◆ **Source data**
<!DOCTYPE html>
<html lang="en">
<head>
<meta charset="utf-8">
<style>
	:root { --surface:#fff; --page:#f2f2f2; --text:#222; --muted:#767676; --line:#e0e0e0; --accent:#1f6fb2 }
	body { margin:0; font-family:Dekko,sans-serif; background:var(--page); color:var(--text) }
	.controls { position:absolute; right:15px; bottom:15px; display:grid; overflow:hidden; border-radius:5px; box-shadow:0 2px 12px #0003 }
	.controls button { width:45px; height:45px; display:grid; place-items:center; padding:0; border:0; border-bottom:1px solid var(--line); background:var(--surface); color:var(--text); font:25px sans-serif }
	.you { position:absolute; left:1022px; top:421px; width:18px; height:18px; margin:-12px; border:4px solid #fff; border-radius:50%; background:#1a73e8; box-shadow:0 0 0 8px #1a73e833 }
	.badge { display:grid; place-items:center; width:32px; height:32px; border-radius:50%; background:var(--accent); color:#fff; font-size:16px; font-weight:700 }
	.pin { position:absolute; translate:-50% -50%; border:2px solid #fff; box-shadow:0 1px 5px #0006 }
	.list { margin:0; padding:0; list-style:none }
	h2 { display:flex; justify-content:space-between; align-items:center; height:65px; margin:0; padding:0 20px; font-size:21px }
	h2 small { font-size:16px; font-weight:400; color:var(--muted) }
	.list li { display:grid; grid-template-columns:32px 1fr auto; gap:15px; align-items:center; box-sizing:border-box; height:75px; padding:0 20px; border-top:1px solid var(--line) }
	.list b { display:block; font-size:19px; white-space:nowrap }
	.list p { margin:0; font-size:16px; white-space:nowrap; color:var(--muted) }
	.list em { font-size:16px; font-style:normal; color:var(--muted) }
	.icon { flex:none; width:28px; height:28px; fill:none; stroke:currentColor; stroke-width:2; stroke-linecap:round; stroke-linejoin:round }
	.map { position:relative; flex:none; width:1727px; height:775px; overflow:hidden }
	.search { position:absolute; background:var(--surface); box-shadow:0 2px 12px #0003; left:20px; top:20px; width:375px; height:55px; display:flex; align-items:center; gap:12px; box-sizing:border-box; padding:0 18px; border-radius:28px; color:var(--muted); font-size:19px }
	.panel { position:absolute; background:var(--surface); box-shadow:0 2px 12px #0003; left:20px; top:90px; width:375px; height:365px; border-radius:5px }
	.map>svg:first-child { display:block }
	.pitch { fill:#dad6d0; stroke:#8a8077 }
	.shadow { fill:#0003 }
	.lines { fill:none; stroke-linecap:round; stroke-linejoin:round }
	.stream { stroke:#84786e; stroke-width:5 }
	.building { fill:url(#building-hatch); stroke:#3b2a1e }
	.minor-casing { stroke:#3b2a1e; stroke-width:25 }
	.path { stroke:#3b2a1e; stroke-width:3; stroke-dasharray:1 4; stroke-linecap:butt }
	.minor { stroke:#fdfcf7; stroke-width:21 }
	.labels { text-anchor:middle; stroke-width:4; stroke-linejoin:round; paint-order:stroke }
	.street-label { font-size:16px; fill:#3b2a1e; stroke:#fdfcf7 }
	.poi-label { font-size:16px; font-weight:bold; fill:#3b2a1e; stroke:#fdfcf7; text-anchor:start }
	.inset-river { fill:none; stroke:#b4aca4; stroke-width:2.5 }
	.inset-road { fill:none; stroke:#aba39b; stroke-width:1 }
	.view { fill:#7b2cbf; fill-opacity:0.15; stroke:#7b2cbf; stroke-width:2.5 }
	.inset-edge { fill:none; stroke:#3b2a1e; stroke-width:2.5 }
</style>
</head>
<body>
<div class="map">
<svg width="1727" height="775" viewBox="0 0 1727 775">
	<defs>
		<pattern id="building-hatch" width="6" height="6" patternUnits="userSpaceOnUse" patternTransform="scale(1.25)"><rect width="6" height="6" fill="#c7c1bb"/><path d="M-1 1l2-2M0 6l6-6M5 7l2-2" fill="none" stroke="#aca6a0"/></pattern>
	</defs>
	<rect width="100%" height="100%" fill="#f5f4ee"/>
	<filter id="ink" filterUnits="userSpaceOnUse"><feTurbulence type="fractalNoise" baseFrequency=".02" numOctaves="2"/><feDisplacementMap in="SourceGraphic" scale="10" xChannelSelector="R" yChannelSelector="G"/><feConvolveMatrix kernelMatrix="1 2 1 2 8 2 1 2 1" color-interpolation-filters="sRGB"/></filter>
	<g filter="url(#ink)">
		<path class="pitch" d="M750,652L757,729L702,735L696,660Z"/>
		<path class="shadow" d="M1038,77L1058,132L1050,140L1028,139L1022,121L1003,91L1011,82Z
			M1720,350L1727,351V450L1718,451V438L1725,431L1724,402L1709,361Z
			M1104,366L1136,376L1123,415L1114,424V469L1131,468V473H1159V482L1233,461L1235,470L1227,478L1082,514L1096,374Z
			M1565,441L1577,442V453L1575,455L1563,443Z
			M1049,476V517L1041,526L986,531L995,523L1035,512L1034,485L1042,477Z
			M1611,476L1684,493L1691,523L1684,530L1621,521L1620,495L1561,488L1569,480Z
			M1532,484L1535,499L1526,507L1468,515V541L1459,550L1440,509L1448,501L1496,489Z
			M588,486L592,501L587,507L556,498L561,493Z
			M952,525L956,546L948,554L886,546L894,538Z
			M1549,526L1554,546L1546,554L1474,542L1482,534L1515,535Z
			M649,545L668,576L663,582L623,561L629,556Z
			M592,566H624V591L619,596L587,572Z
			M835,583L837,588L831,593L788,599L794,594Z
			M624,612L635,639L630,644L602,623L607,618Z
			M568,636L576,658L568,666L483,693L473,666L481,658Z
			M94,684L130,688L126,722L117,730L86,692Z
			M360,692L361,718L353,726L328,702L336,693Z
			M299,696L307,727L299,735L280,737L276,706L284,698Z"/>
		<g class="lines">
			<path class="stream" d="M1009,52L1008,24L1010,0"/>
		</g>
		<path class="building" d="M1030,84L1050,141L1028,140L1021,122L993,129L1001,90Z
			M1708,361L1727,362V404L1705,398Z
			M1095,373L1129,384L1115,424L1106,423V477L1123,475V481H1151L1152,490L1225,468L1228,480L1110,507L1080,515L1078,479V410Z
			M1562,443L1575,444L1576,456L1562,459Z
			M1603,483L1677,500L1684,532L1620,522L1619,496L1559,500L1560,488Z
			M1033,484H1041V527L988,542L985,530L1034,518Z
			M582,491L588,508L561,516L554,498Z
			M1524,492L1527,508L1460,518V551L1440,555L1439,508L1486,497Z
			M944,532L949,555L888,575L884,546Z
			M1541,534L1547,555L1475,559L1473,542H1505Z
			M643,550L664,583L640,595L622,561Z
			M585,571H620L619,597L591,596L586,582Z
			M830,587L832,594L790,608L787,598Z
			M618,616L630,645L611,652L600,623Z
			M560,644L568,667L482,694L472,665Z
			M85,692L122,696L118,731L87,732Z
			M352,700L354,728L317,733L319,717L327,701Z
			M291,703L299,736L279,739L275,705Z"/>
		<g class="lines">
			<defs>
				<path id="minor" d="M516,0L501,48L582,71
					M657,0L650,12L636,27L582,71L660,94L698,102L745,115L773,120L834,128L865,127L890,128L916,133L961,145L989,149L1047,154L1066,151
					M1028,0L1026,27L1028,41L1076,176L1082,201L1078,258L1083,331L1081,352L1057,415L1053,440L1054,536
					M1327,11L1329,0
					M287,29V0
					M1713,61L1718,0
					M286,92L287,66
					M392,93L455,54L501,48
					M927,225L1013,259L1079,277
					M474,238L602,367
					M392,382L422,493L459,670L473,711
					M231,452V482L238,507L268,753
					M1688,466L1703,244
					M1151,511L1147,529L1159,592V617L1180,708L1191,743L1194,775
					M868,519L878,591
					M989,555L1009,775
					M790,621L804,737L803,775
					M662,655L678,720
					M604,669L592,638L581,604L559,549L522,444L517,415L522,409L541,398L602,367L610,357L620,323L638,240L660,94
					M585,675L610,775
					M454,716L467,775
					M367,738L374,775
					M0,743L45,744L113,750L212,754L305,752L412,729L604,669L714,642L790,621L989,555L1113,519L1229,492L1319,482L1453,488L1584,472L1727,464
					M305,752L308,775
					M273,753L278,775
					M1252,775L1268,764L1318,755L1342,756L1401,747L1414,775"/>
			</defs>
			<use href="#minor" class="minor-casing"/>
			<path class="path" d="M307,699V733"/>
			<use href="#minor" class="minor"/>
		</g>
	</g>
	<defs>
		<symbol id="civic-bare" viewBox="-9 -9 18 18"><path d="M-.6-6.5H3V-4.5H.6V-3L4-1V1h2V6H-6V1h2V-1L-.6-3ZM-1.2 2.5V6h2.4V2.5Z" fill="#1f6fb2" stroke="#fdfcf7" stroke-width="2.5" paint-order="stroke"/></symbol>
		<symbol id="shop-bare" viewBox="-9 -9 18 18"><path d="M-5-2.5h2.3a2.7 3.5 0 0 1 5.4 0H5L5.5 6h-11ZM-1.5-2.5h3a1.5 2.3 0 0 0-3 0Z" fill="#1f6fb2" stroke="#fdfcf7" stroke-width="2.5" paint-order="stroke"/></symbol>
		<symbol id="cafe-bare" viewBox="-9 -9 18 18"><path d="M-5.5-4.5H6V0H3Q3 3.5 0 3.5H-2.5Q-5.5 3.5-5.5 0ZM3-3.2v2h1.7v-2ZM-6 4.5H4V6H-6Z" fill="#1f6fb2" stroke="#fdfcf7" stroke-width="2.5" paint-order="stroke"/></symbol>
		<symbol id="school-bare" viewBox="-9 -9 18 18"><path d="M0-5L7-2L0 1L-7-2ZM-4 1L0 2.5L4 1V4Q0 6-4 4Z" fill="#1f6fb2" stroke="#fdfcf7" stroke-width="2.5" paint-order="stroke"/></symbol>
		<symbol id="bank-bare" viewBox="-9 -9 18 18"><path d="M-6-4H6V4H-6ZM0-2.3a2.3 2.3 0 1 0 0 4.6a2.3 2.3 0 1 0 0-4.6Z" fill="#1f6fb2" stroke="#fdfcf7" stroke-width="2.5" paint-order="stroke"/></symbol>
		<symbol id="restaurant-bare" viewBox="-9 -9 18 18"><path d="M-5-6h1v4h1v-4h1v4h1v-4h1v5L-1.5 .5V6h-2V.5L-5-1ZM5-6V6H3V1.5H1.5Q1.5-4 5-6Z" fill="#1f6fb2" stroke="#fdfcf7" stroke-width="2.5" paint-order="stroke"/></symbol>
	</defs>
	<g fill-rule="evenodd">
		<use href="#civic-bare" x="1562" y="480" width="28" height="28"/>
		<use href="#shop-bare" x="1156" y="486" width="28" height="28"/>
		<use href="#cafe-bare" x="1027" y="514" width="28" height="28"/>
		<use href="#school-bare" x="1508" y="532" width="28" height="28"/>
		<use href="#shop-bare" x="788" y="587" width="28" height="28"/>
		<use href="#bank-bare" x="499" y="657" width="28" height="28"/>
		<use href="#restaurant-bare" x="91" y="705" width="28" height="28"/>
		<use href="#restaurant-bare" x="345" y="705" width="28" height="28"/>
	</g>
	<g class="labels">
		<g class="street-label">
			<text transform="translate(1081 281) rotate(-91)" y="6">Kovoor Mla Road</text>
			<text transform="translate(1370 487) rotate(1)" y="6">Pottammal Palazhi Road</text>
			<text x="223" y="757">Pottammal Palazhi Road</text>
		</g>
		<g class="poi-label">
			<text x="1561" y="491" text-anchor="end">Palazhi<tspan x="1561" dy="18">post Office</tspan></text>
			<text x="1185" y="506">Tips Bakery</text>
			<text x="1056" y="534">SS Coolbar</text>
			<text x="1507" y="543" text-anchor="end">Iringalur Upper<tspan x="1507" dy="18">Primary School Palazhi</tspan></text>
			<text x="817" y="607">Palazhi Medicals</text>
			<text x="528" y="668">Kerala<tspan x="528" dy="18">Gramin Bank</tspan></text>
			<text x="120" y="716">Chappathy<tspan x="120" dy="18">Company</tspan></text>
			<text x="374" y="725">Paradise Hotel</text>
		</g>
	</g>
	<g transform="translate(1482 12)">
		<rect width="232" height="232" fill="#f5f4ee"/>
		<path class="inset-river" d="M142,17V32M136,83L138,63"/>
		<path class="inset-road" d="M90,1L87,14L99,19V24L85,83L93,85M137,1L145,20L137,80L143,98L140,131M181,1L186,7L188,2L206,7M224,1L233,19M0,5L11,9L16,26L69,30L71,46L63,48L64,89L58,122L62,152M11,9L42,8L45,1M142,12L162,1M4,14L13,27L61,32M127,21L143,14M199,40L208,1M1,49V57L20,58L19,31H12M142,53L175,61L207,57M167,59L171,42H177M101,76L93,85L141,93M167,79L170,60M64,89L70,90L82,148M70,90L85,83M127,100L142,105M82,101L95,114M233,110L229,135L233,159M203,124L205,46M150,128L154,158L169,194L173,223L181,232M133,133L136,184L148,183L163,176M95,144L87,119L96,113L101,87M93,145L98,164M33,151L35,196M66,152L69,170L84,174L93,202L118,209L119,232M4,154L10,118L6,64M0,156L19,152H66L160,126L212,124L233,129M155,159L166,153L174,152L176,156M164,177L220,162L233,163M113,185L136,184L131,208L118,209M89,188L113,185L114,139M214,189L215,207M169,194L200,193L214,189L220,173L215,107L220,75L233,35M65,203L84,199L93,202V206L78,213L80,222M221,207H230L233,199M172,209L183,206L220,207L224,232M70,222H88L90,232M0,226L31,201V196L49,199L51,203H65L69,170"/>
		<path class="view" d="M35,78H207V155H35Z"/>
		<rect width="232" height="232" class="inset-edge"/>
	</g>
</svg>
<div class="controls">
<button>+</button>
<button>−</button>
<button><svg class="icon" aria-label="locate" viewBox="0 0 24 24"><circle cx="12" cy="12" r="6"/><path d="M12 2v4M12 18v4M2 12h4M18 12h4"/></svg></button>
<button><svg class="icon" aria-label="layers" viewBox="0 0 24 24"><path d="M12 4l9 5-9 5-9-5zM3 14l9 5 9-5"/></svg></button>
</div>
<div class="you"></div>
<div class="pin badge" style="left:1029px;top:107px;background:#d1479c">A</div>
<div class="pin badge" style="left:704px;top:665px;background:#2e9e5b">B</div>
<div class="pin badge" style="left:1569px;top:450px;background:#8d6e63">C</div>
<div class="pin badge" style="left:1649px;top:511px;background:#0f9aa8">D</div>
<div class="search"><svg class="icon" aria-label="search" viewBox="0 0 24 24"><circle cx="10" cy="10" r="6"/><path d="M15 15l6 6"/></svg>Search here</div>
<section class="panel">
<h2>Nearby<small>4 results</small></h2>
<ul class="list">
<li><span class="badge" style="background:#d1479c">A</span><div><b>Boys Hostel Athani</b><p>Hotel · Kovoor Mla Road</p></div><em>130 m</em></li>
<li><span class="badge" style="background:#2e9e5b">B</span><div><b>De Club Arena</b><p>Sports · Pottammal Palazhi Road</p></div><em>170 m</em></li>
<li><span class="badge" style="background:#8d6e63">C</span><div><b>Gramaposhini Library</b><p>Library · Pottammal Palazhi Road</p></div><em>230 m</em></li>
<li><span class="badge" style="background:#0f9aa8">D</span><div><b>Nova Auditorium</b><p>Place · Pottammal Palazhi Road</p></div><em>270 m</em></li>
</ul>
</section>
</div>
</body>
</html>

◆ **Goal of the exercise**
In the entries above, some lines hold the string "controls". Copy each of them.

◆ **Response to the task**
	.controls { position:absolute; right:15px; bottom:15px; display:grid; overflow:hidden; border-radius:5px; box-shadow:0 2px 12px #0003 }
	.controls button { width:45px; height:45px; display:grid; place-items:center; padding:0; border:0; border-bottom:1px solid var(--line); background:var(--surface); color:var(--text); font:25px sans-serif }
<div class="controls">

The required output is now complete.